*** Task data ***

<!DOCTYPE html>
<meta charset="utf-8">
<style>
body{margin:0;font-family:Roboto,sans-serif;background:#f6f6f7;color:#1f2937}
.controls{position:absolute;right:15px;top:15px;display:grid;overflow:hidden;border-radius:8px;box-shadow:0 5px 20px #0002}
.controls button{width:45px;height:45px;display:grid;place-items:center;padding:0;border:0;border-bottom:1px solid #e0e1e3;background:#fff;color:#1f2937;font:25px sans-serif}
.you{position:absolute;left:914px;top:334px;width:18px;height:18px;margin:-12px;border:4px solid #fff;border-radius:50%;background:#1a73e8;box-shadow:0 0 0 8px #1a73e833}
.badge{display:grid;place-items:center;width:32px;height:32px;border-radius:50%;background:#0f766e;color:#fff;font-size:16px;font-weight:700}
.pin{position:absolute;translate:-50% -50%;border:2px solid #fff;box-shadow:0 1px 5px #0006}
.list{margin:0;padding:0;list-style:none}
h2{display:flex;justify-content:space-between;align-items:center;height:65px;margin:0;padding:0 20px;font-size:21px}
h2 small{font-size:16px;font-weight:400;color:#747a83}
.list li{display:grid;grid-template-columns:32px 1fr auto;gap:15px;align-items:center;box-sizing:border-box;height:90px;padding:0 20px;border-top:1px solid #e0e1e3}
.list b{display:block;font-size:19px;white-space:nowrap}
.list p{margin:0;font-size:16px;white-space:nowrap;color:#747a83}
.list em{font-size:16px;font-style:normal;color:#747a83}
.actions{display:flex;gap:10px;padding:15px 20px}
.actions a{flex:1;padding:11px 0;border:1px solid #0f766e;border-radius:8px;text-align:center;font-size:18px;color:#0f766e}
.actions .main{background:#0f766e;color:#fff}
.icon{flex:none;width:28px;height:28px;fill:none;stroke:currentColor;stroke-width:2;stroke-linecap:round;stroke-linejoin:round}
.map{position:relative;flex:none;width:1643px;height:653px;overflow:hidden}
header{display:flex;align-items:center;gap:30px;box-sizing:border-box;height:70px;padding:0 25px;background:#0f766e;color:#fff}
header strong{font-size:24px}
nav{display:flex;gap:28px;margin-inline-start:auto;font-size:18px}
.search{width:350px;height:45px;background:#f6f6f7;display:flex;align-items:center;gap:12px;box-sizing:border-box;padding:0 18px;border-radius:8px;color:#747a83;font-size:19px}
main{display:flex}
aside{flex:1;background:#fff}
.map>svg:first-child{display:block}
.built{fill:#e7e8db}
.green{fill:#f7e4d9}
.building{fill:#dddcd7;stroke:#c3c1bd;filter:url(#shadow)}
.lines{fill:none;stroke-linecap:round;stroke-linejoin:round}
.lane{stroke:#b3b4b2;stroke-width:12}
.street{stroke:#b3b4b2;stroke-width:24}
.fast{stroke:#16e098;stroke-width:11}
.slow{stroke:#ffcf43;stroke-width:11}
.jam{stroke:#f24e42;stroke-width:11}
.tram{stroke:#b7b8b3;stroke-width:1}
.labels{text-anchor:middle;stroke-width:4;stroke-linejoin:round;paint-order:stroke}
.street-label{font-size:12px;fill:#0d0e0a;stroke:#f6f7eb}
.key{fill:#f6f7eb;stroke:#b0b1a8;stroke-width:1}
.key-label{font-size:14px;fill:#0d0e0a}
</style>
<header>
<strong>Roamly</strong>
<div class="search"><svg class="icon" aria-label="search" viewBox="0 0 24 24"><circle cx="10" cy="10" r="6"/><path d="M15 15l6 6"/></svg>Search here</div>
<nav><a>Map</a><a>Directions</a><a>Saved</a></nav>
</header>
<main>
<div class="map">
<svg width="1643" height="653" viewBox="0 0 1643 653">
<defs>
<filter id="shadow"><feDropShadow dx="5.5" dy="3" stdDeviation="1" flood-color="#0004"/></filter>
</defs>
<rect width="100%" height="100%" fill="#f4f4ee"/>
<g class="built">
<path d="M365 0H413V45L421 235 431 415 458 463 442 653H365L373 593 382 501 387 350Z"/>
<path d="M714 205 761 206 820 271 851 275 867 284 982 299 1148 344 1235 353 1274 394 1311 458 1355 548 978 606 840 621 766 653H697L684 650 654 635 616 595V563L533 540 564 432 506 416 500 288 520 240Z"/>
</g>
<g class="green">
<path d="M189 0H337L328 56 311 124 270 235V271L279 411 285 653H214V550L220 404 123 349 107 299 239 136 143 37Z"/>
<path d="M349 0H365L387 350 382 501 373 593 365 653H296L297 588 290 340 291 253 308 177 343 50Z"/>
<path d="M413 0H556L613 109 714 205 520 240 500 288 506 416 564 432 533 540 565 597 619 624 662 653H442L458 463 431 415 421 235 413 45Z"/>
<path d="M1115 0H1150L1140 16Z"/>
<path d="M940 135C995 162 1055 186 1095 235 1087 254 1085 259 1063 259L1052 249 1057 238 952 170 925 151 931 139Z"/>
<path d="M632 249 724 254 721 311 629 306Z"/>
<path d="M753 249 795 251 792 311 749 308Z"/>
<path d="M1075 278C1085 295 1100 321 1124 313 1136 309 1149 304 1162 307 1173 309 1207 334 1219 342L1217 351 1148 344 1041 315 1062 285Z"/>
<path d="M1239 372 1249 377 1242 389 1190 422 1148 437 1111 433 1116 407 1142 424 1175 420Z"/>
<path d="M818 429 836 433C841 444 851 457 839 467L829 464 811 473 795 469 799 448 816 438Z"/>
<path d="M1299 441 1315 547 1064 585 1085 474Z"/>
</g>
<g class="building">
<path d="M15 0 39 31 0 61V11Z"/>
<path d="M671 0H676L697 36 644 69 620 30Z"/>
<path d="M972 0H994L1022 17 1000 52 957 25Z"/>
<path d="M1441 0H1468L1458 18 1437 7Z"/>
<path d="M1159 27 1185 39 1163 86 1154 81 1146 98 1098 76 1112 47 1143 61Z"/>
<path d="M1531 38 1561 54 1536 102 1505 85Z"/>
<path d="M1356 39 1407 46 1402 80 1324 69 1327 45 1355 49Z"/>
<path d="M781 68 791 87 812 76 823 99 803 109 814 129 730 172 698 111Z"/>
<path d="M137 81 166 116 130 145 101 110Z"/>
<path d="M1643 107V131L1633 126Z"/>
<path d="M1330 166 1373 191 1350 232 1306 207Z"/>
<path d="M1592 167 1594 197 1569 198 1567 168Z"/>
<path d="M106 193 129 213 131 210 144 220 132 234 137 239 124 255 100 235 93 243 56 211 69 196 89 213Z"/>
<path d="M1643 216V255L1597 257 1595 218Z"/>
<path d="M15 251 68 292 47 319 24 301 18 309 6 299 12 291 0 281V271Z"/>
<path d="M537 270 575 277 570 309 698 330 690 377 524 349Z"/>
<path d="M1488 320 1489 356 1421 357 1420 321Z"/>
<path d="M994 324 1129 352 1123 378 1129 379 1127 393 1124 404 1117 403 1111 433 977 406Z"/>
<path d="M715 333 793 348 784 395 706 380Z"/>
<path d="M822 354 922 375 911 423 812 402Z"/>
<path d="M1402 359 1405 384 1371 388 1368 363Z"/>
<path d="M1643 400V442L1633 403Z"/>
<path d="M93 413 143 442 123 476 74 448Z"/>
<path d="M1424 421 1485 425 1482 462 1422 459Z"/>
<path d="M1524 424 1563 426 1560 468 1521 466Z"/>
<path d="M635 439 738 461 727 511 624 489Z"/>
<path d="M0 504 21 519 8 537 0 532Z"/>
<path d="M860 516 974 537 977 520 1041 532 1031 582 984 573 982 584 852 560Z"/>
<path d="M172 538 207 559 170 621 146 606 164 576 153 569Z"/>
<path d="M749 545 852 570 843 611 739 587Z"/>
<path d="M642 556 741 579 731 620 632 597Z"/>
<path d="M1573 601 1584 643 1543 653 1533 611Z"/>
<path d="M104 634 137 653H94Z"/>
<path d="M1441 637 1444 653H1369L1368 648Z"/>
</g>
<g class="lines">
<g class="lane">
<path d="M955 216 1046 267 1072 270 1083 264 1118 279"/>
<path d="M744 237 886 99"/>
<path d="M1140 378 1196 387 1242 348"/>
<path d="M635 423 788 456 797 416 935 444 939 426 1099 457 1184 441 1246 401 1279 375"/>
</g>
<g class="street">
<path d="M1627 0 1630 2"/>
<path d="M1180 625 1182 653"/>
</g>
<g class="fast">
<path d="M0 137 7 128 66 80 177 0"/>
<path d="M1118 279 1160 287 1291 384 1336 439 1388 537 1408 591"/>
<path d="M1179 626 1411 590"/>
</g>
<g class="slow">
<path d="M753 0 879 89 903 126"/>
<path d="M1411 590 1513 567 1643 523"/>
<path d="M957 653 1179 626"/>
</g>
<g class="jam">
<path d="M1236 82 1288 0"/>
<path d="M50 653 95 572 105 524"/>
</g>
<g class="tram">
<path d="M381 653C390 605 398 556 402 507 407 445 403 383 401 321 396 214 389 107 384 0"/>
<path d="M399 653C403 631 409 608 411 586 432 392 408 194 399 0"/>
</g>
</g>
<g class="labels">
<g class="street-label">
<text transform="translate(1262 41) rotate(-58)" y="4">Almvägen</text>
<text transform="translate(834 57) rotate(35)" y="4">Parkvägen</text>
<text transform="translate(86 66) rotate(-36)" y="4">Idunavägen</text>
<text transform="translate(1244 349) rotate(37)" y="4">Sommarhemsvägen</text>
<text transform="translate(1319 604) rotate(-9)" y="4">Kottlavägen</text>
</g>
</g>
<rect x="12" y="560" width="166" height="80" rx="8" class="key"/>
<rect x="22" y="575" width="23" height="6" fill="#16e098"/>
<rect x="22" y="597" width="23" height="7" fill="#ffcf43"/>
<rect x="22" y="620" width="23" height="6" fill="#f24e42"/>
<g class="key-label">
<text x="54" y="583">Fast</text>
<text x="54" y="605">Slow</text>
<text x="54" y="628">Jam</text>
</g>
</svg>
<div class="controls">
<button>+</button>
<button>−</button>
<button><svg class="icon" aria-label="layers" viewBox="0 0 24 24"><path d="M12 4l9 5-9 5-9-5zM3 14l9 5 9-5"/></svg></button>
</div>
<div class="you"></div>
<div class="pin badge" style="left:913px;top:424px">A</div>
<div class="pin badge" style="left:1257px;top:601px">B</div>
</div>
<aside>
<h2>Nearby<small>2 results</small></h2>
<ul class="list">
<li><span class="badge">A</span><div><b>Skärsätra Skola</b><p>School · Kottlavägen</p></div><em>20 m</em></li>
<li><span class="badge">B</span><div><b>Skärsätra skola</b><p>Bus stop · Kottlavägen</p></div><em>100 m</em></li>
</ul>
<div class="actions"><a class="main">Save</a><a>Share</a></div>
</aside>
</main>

*** End of Task data ***
*** Task data ***

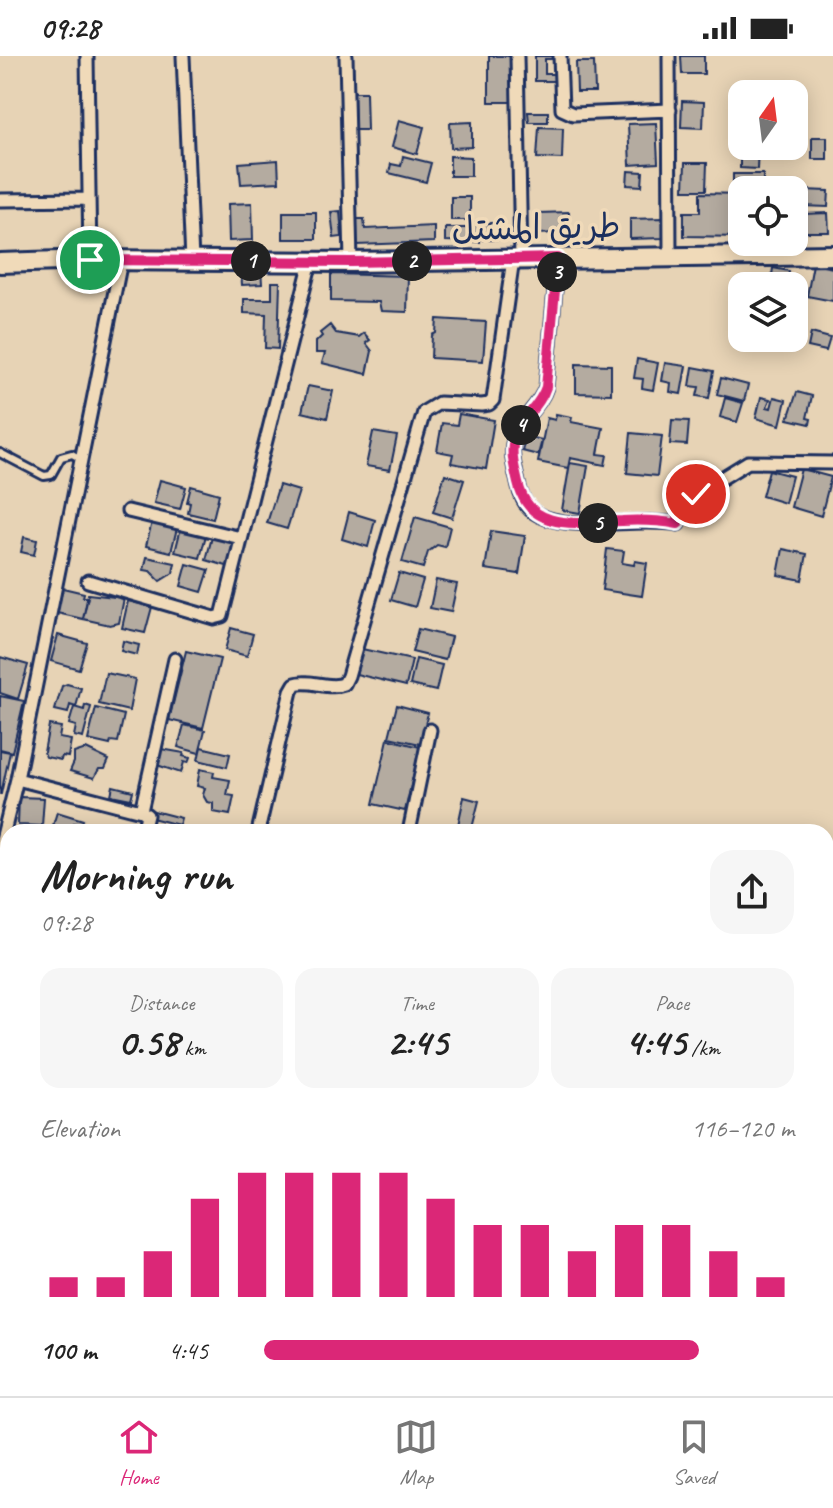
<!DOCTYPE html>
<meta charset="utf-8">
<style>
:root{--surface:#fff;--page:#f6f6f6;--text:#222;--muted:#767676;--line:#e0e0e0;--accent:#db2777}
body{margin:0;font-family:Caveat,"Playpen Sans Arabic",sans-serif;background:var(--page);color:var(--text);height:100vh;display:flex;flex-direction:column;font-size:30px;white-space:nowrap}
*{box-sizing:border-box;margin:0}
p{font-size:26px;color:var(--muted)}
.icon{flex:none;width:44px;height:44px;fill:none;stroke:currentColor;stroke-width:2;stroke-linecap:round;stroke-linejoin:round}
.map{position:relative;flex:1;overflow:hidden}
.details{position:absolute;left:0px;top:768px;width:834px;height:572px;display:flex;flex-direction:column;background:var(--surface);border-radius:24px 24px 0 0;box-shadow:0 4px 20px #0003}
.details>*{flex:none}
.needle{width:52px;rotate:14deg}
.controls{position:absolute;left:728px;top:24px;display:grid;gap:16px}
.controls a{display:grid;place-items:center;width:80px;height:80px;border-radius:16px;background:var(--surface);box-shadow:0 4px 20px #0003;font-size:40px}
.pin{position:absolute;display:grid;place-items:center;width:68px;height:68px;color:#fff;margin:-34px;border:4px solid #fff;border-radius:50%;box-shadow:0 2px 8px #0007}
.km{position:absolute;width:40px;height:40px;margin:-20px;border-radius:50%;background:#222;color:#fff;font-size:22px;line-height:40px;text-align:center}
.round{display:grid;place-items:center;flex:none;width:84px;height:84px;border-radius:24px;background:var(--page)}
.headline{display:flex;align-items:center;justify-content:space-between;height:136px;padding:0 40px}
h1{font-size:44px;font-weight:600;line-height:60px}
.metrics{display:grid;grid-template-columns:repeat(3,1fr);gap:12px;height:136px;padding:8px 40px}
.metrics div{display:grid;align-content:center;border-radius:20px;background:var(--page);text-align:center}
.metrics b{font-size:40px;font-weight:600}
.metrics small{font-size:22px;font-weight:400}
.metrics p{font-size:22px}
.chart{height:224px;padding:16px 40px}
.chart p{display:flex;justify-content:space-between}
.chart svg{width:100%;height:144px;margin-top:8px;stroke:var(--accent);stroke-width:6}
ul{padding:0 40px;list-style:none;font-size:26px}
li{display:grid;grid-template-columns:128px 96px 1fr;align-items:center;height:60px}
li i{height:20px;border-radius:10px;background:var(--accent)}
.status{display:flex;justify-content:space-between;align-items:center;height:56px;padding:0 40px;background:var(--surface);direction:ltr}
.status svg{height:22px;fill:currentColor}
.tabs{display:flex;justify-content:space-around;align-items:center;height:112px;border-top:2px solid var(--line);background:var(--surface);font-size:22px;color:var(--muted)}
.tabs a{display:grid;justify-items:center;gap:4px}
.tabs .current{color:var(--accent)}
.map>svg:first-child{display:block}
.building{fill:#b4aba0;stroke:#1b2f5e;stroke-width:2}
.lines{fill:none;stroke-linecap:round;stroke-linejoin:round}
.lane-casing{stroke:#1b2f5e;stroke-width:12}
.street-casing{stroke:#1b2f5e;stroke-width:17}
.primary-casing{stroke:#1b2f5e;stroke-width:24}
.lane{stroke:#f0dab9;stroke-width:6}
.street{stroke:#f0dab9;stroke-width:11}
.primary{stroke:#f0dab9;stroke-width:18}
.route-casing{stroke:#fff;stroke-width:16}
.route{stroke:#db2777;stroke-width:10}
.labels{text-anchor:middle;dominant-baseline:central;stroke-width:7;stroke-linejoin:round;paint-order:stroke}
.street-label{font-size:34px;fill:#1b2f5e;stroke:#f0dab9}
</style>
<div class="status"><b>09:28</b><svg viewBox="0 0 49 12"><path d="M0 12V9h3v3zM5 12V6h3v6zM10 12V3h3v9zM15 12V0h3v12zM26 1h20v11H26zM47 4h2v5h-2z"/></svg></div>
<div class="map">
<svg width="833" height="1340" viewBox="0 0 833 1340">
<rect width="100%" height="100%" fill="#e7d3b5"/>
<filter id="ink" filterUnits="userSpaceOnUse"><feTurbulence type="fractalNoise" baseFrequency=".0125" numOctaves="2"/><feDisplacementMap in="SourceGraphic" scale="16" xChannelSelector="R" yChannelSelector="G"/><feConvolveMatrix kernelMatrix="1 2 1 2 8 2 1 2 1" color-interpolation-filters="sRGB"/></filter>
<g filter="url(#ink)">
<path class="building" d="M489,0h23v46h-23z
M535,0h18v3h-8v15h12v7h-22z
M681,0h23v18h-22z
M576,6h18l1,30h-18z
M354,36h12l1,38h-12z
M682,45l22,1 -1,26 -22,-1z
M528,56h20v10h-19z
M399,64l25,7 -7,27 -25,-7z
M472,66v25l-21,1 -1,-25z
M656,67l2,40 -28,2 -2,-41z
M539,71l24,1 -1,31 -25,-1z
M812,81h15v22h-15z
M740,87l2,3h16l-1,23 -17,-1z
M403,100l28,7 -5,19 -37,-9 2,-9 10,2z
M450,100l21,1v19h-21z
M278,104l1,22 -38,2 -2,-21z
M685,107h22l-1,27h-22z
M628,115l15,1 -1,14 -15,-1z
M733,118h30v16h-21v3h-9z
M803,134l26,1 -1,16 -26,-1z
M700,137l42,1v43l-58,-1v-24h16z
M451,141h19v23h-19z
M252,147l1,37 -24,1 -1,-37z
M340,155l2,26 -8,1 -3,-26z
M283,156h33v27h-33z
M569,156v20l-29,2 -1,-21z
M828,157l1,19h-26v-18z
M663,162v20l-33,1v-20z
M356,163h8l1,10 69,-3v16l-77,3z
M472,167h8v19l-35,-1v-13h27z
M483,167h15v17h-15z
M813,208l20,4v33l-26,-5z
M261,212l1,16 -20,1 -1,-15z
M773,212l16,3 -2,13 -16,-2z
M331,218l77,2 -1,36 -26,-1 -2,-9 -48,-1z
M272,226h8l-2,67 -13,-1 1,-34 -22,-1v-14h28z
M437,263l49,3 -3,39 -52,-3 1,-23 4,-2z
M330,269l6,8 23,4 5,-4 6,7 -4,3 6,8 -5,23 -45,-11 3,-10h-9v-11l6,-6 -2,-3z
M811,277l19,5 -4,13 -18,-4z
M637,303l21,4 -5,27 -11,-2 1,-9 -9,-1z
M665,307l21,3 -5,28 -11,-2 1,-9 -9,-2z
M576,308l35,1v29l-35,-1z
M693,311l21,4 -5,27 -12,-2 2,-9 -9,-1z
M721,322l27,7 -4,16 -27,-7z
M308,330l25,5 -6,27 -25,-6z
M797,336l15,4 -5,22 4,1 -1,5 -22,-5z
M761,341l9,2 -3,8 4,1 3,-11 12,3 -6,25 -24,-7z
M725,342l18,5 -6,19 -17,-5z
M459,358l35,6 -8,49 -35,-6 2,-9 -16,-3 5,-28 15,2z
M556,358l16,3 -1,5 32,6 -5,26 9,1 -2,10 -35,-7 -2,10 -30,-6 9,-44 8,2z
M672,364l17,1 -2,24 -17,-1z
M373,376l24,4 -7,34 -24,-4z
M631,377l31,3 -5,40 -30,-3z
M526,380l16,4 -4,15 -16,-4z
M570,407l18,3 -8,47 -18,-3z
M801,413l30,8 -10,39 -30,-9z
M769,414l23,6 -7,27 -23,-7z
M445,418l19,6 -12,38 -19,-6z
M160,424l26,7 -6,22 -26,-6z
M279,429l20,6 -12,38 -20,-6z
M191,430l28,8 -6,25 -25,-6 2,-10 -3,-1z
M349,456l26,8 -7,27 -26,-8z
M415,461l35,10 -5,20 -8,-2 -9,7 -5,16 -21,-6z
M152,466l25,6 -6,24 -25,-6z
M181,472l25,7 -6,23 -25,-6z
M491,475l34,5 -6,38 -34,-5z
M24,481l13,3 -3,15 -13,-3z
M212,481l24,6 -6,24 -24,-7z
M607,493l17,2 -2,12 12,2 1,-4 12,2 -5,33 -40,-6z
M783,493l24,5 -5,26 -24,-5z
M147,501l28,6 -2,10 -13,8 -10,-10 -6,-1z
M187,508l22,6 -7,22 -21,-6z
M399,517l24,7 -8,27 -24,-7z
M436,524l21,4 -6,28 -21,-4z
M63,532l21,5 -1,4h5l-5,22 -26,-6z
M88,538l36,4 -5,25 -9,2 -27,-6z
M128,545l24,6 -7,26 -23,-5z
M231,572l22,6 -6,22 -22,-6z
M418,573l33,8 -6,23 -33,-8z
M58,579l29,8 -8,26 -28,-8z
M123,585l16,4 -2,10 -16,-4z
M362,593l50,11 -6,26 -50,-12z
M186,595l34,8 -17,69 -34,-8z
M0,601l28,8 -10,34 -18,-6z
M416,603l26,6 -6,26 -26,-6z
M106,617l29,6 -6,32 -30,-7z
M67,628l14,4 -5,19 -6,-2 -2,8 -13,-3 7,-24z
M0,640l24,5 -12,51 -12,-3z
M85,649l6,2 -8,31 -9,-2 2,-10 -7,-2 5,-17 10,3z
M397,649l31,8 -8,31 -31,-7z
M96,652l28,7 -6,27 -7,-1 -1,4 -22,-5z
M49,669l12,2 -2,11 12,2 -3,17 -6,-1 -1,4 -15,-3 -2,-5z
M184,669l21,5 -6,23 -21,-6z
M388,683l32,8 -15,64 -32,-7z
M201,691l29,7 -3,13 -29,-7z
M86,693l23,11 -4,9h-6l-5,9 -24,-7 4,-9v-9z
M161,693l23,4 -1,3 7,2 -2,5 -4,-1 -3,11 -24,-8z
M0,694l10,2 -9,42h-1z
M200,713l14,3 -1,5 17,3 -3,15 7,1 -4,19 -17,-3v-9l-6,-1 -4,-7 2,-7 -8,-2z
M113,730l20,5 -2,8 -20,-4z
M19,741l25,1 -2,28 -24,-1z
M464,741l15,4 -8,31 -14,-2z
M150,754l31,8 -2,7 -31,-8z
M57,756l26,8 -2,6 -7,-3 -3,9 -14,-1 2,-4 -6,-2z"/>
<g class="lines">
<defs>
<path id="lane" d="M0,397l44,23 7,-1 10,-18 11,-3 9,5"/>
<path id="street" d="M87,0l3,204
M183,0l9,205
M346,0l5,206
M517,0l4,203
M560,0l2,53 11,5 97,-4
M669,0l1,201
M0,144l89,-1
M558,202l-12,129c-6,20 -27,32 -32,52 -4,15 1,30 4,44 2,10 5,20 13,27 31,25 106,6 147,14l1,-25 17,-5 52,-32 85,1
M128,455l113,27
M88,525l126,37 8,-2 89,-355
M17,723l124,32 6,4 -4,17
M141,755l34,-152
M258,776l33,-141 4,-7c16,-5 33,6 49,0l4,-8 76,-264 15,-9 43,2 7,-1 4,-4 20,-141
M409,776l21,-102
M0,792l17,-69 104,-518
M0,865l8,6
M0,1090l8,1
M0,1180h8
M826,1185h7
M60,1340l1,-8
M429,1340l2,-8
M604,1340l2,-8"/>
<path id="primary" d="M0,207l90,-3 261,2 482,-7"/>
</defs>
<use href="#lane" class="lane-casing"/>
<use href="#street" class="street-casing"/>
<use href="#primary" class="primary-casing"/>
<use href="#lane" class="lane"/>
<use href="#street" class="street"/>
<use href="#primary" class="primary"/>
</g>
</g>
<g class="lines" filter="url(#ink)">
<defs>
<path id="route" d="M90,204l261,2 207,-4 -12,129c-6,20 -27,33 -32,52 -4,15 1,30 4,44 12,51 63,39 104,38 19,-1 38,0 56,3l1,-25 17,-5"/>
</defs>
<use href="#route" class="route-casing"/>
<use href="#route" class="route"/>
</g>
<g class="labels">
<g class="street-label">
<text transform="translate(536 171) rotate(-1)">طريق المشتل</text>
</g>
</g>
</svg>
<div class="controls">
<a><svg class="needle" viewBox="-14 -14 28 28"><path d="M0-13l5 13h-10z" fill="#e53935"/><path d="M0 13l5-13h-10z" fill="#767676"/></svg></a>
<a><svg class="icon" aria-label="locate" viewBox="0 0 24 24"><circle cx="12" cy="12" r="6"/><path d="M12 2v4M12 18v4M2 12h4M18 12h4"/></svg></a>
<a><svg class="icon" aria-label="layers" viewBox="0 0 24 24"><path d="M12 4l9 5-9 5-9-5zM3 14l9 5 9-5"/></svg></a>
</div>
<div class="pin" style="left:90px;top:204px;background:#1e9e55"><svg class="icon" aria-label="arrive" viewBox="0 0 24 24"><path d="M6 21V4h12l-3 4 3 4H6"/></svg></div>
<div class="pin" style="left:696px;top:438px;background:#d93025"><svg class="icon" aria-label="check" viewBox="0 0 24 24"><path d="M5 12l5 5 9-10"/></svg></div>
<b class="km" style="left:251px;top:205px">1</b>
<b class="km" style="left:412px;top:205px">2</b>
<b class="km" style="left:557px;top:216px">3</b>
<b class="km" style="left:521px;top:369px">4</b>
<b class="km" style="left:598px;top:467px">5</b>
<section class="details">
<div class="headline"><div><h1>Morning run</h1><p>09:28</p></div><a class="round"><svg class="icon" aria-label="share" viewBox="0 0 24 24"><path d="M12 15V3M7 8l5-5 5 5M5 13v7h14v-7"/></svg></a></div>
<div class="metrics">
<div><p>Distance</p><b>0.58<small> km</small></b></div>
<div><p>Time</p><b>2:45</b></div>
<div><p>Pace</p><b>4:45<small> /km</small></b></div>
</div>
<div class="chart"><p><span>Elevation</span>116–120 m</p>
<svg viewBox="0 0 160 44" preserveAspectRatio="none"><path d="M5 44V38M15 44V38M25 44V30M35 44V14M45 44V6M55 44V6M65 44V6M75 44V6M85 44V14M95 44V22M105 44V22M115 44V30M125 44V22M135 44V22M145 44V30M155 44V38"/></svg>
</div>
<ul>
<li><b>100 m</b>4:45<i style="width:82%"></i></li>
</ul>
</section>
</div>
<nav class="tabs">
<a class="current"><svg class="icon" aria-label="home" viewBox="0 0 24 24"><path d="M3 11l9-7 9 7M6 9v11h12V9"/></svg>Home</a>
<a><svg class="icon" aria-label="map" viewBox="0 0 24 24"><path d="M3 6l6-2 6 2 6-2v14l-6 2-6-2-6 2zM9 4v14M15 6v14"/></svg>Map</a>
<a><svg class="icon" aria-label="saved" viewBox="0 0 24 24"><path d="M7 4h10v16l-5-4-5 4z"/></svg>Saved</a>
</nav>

*** End of Task data ***

*Activity*. Go through the data and return each line where the word "linecap" appears.

*Exercise answer*.
.icon{flex:none;width:28px;height:28px;fill:none;stroke:currentColor;stroke-width:2;stroke-linecap:round;stroke-linejoin:round}
.lines{fill:none;stroke-linecap:round;stroke-linejoin:round}
.icon{flex:none;width:44px;height:44px;fill:none;stroke:currentColor;stroke-width:2;stroke-linecap:round;stroke-linejoin:round}
.lines{fill:none;stroke-linecap:round;stroke-linejoin:round}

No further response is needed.